*YOUR INSTRUCTIONS:*
Please retype the records below exactly, from the first line down to and including the line with "Instruction: Convert this".

*EXERCISE MATERIAL:*

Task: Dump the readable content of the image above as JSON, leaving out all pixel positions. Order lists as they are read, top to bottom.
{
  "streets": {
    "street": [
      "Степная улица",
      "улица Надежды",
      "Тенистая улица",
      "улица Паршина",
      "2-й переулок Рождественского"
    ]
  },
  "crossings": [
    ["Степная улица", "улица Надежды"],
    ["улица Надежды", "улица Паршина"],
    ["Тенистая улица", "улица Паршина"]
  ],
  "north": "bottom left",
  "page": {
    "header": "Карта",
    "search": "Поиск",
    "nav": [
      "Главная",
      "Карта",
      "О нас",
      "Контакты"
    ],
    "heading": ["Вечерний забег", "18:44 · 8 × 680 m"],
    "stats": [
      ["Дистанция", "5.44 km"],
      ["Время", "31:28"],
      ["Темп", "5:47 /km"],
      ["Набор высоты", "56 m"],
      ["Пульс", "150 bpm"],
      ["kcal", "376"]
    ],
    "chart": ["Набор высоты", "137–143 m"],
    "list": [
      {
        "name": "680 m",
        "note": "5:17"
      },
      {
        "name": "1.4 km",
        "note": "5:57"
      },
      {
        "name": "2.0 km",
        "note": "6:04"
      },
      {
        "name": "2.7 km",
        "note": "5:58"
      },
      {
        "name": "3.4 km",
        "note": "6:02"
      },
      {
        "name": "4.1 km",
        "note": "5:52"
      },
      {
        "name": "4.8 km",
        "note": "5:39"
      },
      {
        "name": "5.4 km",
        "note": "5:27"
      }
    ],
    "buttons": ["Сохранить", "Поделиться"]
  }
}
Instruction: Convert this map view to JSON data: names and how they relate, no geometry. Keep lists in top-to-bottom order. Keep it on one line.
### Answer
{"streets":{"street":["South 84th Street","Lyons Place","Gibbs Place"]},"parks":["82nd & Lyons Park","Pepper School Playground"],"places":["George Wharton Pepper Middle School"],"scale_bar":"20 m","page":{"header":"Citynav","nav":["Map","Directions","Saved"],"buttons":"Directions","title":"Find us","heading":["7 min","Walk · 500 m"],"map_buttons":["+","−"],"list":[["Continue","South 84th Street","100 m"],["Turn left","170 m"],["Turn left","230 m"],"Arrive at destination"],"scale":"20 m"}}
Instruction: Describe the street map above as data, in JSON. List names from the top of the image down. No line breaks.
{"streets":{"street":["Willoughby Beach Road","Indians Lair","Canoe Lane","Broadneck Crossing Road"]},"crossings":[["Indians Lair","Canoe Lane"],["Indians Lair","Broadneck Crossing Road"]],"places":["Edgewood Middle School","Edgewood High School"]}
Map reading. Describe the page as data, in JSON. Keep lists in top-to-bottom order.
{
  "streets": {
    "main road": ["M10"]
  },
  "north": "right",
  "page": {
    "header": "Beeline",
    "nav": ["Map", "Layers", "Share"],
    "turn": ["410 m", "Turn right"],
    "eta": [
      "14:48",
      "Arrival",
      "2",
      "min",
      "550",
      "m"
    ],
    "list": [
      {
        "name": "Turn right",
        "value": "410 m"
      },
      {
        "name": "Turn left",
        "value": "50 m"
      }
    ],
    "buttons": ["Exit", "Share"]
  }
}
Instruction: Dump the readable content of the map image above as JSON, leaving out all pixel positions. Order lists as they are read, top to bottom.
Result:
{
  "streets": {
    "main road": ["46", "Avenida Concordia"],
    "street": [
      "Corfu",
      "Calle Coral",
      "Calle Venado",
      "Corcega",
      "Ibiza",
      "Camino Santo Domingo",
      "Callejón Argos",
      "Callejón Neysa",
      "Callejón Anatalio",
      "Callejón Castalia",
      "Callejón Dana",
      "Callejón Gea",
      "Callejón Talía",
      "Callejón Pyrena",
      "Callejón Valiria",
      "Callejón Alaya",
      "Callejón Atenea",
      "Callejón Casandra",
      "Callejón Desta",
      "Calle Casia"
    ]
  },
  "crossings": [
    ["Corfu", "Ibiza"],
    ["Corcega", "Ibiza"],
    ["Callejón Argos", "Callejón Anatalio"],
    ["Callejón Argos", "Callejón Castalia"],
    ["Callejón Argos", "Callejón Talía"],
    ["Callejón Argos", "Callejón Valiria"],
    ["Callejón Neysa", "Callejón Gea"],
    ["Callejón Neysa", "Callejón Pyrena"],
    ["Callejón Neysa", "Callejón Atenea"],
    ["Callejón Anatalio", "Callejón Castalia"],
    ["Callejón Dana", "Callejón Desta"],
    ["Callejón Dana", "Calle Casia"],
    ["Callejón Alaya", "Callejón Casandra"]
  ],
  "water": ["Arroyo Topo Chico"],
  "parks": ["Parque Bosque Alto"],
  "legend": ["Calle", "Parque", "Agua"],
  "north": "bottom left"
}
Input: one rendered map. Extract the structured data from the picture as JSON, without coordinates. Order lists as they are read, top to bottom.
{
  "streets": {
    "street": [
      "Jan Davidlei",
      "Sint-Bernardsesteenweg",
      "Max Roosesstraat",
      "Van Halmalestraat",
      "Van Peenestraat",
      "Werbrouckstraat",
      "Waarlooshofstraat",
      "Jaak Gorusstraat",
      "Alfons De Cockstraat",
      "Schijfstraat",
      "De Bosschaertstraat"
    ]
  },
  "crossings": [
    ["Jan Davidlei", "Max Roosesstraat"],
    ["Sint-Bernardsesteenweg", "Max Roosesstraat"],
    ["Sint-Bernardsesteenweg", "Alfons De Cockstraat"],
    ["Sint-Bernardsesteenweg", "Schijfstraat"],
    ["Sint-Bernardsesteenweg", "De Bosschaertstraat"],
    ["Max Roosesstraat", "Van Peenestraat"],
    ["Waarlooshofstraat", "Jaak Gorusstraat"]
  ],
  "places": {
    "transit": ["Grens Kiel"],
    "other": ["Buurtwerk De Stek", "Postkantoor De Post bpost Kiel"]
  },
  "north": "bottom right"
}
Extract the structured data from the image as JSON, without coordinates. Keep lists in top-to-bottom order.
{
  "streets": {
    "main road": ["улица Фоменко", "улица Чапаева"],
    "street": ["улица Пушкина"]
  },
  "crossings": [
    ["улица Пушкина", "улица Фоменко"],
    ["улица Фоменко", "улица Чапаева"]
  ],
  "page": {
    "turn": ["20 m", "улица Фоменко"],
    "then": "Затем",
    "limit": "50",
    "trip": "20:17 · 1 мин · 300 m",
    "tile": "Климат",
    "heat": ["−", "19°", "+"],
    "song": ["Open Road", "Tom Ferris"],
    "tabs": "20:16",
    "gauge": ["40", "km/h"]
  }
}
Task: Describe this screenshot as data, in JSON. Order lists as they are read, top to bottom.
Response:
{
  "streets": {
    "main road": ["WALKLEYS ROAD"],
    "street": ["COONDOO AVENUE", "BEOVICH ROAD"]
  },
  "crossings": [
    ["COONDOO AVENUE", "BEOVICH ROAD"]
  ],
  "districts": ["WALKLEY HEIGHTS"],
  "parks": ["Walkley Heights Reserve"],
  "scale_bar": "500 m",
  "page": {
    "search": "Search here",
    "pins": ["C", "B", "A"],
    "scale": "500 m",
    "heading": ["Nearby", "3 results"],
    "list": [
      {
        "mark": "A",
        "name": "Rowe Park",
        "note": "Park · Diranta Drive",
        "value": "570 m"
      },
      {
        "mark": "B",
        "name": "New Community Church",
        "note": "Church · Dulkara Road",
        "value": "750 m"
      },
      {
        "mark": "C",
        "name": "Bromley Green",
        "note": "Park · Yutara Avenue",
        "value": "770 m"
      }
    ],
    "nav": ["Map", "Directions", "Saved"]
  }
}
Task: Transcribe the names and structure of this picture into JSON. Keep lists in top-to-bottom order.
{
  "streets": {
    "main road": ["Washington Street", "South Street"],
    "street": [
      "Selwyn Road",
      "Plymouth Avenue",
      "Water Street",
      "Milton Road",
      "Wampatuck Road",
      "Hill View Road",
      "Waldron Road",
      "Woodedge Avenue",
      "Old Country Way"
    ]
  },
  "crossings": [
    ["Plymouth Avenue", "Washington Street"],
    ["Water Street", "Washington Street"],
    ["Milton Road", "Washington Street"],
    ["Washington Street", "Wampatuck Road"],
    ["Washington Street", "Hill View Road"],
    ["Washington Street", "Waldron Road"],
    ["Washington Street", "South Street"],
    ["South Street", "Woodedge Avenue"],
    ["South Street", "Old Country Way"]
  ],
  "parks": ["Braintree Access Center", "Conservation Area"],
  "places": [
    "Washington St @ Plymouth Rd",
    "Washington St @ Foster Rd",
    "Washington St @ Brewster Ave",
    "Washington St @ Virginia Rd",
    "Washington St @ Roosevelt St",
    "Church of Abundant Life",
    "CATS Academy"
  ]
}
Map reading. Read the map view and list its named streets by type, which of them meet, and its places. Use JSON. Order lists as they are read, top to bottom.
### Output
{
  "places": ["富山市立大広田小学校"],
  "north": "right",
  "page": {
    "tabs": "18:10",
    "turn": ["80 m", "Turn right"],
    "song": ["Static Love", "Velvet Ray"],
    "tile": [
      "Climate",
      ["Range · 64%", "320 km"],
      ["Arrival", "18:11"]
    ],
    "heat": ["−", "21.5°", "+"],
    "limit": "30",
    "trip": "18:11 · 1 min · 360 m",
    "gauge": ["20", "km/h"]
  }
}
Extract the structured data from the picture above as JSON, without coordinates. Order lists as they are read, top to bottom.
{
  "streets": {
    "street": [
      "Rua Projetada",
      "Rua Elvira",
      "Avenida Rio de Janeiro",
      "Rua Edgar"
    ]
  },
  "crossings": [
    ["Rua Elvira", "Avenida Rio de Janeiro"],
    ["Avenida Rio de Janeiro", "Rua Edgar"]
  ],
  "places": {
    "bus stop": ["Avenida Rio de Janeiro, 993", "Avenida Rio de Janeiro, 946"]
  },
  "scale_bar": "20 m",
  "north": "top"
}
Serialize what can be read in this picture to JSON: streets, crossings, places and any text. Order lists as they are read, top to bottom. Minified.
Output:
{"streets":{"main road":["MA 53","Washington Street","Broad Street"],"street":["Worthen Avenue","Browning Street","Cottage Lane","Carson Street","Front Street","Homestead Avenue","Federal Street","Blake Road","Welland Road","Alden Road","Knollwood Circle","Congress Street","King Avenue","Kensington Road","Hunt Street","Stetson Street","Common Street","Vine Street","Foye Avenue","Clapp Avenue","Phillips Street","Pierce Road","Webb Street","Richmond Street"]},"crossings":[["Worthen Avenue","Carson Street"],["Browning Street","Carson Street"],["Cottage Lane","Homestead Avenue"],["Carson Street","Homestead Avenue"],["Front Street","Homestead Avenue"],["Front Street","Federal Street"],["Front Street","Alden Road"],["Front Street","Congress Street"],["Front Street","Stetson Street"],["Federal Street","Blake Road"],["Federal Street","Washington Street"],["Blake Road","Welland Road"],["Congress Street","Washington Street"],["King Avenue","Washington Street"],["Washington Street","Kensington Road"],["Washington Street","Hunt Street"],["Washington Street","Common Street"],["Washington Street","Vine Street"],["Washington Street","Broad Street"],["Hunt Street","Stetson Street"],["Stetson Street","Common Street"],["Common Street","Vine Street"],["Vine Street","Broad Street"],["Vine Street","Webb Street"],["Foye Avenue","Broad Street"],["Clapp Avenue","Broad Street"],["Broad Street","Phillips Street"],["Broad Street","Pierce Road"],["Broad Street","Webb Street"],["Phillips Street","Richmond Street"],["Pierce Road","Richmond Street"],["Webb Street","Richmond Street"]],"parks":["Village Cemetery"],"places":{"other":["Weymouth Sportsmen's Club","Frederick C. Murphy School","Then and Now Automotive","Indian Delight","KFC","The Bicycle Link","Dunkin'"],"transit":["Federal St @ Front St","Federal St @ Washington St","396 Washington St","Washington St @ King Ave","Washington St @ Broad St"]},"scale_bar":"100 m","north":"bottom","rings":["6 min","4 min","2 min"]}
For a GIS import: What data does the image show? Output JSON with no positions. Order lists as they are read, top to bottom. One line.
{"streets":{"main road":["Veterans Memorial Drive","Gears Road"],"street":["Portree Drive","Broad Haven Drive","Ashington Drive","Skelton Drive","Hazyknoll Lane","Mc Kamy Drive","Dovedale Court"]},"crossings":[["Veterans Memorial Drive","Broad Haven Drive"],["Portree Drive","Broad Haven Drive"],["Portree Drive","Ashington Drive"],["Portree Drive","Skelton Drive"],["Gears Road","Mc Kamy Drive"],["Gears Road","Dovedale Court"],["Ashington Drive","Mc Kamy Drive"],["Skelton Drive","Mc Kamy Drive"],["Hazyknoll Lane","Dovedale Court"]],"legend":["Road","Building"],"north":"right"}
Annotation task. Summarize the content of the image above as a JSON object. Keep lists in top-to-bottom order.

*ANSWER SECTION:*
Task: Dump the readable content of the image above as JSON, leaving out all pixel positions. Order lists as they are read, top to bottom.
{
  "streets": {
    "street": [
      "Степная улица",
      "улица Надежды",
      "Тенистая улица",
      "улица Паршина",
      "2-й переулок Рождественского"
    ]
  },
  "crossings": [
    ["Степная улица", "улица Надежды"],
    ["улица Надежды", "улица Паршина"],
    ["Тенистая улица", "улица Паршина"]
  ],
  "north": "bottom left",
  "page": {
    "header": "Карта",
    "search": "Поиск",
    "nav": [
      "Главная",
      "Карта",
      "О нас",
      "Контакты"
    ],
    "heading": ["Вечерний забег", "18:44 · 8 × 680 m"],
    "stats": [
      ["Дистанция", "5.44 km"],
      ["Время", "31:28"],
      ["Темп", "5:47 /km"],
      ["Набор высоты", "56 m"],
      ["Пульс", "150 bpm"],
      ["kcal", "376"]
    ],
    "chart": ["Набор высоты", "137–143 m"],
    "list": [
      {
        "name": "680 m",
        "note": "5:17"
      },
      {
        "name": "1.4 km",
        "note": "5:57"
      },
      {
        "name": "2.0 km",
        "note": "6:04"
      },
      {
        "name": "2.7 km",
        "note": "5:58"
      },
      {
        "name": "3.4 km",
        "note": "6:02"
      },
      {
        "name": "4.1 km",
        "note": "5:52"
      },
      {
        "name": "4.8 km",
        "note": "5:39"
      },
      {
        "name": "5.4 km",
        "note": "5:27"
      }
    ],
    "buttons": ["Сохранить", "Поделиться"]
  }
}
Instruction: Convert this map view to JSON data: names and how they relate, no geometry. Keep lists in top-to-bottom order. Keep it on one line.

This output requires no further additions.